--- Exercise aim ---
The span to repeat in the listing below runs from the line containing "font-size:16px; font-style:normal; color:var(--muted)" to the line containing "<nav><a>Carte</a><a>Calques</a><a>Partager</a></nav>", inclusive. Repeat it exactly, and only it.
::::::
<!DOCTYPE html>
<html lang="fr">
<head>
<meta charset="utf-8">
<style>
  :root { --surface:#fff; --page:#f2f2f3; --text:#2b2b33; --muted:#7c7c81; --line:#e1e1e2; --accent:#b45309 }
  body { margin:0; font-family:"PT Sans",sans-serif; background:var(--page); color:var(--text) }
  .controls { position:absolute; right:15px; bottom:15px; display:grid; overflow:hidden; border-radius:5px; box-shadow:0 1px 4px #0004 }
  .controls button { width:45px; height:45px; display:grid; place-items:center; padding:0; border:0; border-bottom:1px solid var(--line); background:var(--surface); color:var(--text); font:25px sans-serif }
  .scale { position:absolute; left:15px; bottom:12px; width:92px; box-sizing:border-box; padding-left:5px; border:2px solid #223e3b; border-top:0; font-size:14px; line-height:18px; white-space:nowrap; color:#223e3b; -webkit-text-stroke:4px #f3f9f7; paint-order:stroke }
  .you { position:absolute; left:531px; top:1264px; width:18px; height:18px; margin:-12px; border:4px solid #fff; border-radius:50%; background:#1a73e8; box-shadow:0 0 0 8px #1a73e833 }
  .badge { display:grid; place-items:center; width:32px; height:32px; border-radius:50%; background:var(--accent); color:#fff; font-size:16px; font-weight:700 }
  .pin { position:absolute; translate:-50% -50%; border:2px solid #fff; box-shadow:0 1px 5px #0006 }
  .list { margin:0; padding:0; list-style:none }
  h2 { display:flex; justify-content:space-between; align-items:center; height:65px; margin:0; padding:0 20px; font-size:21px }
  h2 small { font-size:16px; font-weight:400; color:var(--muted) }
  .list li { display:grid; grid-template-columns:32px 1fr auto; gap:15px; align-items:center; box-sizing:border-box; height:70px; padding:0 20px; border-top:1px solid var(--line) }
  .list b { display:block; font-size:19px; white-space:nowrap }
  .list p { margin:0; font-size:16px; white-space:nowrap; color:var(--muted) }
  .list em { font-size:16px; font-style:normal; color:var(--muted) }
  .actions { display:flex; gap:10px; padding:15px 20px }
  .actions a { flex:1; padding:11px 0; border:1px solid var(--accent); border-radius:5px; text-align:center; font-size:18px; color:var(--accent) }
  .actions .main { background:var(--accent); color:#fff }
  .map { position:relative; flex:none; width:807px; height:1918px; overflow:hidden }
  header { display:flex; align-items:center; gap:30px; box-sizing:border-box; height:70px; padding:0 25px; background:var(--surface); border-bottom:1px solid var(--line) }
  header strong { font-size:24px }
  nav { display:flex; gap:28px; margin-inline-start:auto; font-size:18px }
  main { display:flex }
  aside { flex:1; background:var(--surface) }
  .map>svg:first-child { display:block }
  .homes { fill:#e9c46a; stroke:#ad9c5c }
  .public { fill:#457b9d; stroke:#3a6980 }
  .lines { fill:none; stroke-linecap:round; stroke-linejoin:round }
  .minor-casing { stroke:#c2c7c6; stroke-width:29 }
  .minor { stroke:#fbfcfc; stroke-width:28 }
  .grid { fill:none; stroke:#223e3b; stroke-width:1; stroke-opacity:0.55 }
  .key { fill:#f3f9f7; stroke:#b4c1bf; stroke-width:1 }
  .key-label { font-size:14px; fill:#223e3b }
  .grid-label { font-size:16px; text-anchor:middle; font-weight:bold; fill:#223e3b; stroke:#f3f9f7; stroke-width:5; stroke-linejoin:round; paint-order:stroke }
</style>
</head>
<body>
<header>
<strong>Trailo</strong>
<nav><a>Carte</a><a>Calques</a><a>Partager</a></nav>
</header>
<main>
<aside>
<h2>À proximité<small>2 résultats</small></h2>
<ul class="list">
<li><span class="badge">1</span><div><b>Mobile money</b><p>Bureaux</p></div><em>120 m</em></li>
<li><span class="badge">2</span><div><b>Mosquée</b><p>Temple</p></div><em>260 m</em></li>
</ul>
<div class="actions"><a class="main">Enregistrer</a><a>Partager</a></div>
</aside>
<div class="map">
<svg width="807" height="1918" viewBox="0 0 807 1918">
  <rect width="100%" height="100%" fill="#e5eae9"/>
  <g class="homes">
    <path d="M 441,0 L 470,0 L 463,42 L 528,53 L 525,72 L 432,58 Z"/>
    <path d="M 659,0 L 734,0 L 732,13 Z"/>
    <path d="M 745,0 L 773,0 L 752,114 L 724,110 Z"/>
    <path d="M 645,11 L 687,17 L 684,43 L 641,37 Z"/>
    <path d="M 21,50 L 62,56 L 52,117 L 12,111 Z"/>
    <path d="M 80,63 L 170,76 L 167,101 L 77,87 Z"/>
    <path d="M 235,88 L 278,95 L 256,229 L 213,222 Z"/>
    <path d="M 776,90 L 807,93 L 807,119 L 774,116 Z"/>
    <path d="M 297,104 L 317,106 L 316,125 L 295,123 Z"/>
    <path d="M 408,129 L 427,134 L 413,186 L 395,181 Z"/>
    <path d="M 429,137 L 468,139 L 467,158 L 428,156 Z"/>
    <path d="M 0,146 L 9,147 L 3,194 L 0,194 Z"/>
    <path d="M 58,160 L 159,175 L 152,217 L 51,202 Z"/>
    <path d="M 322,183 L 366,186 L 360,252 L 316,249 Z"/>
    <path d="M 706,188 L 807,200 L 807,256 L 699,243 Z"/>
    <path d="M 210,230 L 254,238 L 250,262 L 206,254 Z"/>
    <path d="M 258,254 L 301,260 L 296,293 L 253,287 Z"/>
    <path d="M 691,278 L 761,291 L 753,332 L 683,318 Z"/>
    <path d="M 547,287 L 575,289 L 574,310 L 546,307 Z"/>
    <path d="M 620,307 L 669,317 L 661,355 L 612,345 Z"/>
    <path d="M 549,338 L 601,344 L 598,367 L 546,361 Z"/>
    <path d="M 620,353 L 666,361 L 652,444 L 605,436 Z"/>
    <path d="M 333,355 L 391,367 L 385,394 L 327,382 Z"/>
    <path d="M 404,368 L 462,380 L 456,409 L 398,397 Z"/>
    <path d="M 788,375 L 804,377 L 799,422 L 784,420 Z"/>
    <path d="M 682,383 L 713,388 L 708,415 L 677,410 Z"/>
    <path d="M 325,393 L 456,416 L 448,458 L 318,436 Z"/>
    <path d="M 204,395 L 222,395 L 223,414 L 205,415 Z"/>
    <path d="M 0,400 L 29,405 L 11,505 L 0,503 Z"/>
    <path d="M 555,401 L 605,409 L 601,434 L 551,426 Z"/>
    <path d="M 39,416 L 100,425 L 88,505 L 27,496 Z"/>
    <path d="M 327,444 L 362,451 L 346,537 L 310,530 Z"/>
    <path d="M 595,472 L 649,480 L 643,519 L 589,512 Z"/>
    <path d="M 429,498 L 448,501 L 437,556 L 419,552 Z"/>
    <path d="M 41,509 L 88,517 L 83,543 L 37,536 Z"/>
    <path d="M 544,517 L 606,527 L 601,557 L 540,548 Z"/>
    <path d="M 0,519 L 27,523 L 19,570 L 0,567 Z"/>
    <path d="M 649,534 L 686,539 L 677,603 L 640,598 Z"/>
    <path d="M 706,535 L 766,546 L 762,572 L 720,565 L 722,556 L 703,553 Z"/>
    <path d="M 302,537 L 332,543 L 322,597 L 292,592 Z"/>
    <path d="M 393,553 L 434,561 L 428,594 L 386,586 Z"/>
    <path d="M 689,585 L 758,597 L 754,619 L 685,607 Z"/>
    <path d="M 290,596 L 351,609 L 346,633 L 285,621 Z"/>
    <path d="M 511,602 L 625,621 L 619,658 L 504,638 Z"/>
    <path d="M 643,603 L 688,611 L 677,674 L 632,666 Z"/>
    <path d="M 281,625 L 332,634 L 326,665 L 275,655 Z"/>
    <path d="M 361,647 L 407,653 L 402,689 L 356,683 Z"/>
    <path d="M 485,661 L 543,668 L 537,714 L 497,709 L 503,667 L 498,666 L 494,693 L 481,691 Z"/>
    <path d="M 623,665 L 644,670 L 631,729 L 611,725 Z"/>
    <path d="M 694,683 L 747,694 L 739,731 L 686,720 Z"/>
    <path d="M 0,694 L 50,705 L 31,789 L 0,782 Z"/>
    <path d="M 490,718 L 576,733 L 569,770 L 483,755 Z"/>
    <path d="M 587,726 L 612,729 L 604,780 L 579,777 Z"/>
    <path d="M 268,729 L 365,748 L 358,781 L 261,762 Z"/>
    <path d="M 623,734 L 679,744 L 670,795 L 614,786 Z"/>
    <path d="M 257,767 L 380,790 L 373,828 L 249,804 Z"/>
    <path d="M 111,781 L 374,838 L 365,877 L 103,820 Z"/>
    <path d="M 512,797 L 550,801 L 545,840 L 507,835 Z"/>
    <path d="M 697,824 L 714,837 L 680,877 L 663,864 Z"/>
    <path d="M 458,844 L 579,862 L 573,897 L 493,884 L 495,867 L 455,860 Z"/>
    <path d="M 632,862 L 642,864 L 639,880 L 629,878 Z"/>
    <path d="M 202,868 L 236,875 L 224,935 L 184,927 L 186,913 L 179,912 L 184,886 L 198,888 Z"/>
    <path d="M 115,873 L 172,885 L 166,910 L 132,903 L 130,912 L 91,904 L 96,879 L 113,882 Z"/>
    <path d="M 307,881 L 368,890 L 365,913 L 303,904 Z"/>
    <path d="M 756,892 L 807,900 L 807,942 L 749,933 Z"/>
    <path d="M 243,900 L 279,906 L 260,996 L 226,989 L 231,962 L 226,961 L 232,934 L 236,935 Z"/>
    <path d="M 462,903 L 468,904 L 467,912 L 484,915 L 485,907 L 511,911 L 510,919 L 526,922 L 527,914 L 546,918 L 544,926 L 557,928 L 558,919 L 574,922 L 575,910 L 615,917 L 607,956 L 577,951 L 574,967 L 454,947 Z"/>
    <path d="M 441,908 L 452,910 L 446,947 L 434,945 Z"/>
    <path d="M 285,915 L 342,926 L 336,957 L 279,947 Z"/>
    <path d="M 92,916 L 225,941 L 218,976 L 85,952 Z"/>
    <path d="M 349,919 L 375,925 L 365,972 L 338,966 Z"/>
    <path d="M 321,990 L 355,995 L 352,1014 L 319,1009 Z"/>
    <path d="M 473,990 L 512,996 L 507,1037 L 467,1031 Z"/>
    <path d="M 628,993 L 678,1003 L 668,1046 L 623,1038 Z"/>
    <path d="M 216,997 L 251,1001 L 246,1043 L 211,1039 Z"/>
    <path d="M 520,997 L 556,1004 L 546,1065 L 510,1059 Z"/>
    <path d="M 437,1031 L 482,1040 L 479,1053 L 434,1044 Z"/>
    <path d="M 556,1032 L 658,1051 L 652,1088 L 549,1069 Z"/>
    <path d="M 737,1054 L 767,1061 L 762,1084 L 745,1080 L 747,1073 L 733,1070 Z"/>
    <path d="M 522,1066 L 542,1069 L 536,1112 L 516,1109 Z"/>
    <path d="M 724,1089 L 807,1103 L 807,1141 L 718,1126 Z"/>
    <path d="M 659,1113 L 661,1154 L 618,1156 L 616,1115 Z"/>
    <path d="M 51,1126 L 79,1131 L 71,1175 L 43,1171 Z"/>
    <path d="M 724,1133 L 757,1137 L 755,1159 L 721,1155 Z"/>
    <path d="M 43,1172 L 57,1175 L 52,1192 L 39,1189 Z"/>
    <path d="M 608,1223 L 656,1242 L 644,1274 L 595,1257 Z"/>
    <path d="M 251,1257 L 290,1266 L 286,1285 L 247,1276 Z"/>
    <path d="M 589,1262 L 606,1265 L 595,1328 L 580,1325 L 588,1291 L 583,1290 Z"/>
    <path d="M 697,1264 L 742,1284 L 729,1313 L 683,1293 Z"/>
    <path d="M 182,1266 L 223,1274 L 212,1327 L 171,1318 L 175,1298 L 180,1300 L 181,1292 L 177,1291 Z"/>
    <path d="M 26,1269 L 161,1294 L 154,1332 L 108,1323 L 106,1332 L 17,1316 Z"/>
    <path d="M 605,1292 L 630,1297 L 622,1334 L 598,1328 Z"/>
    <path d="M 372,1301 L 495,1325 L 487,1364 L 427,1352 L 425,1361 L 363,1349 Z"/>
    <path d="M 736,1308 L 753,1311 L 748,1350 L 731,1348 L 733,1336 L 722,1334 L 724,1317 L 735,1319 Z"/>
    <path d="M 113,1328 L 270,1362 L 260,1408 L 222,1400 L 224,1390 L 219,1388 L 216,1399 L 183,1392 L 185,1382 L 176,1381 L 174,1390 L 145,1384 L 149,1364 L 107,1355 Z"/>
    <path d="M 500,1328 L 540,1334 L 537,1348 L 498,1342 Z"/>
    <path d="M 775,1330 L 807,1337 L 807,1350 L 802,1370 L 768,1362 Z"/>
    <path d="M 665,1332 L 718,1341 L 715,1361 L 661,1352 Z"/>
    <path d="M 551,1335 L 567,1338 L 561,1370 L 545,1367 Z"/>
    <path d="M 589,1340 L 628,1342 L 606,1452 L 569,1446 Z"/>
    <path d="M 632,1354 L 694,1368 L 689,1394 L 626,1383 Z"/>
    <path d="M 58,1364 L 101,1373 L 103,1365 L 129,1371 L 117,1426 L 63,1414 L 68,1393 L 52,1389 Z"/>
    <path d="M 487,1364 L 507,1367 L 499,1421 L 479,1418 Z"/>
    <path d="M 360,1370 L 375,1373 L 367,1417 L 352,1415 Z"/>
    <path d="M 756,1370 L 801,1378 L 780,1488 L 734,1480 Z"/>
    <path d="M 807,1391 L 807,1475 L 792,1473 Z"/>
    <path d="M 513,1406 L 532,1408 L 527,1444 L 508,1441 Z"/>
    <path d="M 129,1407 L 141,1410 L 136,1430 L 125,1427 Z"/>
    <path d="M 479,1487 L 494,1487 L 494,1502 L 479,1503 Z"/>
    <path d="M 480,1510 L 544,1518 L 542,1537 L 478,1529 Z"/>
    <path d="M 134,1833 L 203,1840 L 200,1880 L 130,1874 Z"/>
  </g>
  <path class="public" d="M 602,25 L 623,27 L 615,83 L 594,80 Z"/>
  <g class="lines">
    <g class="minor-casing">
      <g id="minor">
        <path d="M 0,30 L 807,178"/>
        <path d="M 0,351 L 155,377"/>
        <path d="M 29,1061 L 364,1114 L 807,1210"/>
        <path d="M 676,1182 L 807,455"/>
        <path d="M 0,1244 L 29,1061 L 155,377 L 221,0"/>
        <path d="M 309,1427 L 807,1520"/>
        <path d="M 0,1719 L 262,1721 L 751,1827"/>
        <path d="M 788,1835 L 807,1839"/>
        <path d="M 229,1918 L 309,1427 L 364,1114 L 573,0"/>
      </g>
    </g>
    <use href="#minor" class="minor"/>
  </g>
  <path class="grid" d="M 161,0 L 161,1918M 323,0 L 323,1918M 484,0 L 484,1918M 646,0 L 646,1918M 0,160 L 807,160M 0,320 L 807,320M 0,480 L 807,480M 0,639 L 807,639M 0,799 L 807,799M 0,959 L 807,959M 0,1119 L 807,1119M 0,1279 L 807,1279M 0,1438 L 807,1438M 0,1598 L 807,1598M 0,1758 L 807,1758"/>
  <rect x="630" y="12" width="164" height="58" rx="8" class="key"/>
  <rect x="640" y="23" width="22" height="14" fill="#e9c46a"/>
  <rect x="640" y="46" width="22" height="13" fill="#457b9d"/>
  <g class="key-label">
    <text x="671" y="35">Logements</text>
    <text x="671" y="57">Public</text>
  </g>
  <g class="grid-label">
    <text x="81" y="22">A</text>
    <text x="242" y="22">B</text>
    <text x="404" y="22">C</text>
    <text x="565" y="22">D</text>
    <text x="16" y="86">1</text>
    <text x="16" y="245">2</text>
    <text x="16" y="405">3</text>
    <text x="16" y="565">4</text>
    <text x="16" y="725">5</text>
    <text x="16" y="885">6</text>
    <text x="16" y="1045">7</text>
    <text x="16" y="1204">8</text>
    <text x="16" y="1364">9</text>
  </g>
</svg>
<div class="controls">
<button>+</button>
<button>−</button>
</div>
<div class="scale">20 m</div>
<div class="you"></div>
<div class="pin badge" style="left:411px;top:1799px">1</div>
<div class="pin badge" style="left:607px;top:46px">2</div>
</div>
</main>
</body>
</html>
::::::
--- Answer for the task ---
  .list em { font-size:16px; font-style:normal; color:var(--muted) }
  .actions { display:flex; gap:10px; padding:15px 20px }
  .actions a { flex:1; padding:11px 0; border:1px solid var(--accent); border-radius:5px; text-align:center; font-size:18px; color:var(--accent) }
  .actions .main { background:var(--accent); color:#fff }
  .map { position:relative; flex:none; width:807px; height:1918px; overflow:hidden }
  header { display:flex; align-items:center; gap:30px; box-sizing:border-box; height:70px; padding:0 25px; background:var(--surface); border-bottom:1px solid var(--line) }
  header strong { font-size:24px }
  nav { display:flex; gap:28px; margin-inline-start:auto; font-size:18px }
  main { display:flex }
  aside { flex:1; background:var(--surface) }
  .map>svg:first-child { display:block }
  .homes { fill:#e9c46a; stroke:#ad9c5c }
  .public { fill:#457b9d; stroke:#3a6980 }
  .lines { fill:none; stroke-linecap:round; stroke-linejoin:round }
  .minor-casing { stroke:#c2c7c6; stroke-width:29 }
  .minor { stroke:#fbfcfc; stroke-width:28 }
  .grid { fill:none; stroke:#223e3b; stroke-width:1; stroke-opacity:0.55 }
  .key { fill:#f3f9f7; stroke:#b4c1bf; stroke-width:1 }
  .key-label { font-size:14px; fill:#223e3b }
  .grid-label { font-size:16px; text-anchor:middle; font-weight:bold; fill:#223e3b; stroke:#f3f9f7; stroke-width:5; stroke-linejoin:round; paint-order:stroke }
</style>
</head>
<body>
<header>
<strong>Trailo</strong>
<nav><a>Carte</a><a>Calques</a><a>Partager</a></nav>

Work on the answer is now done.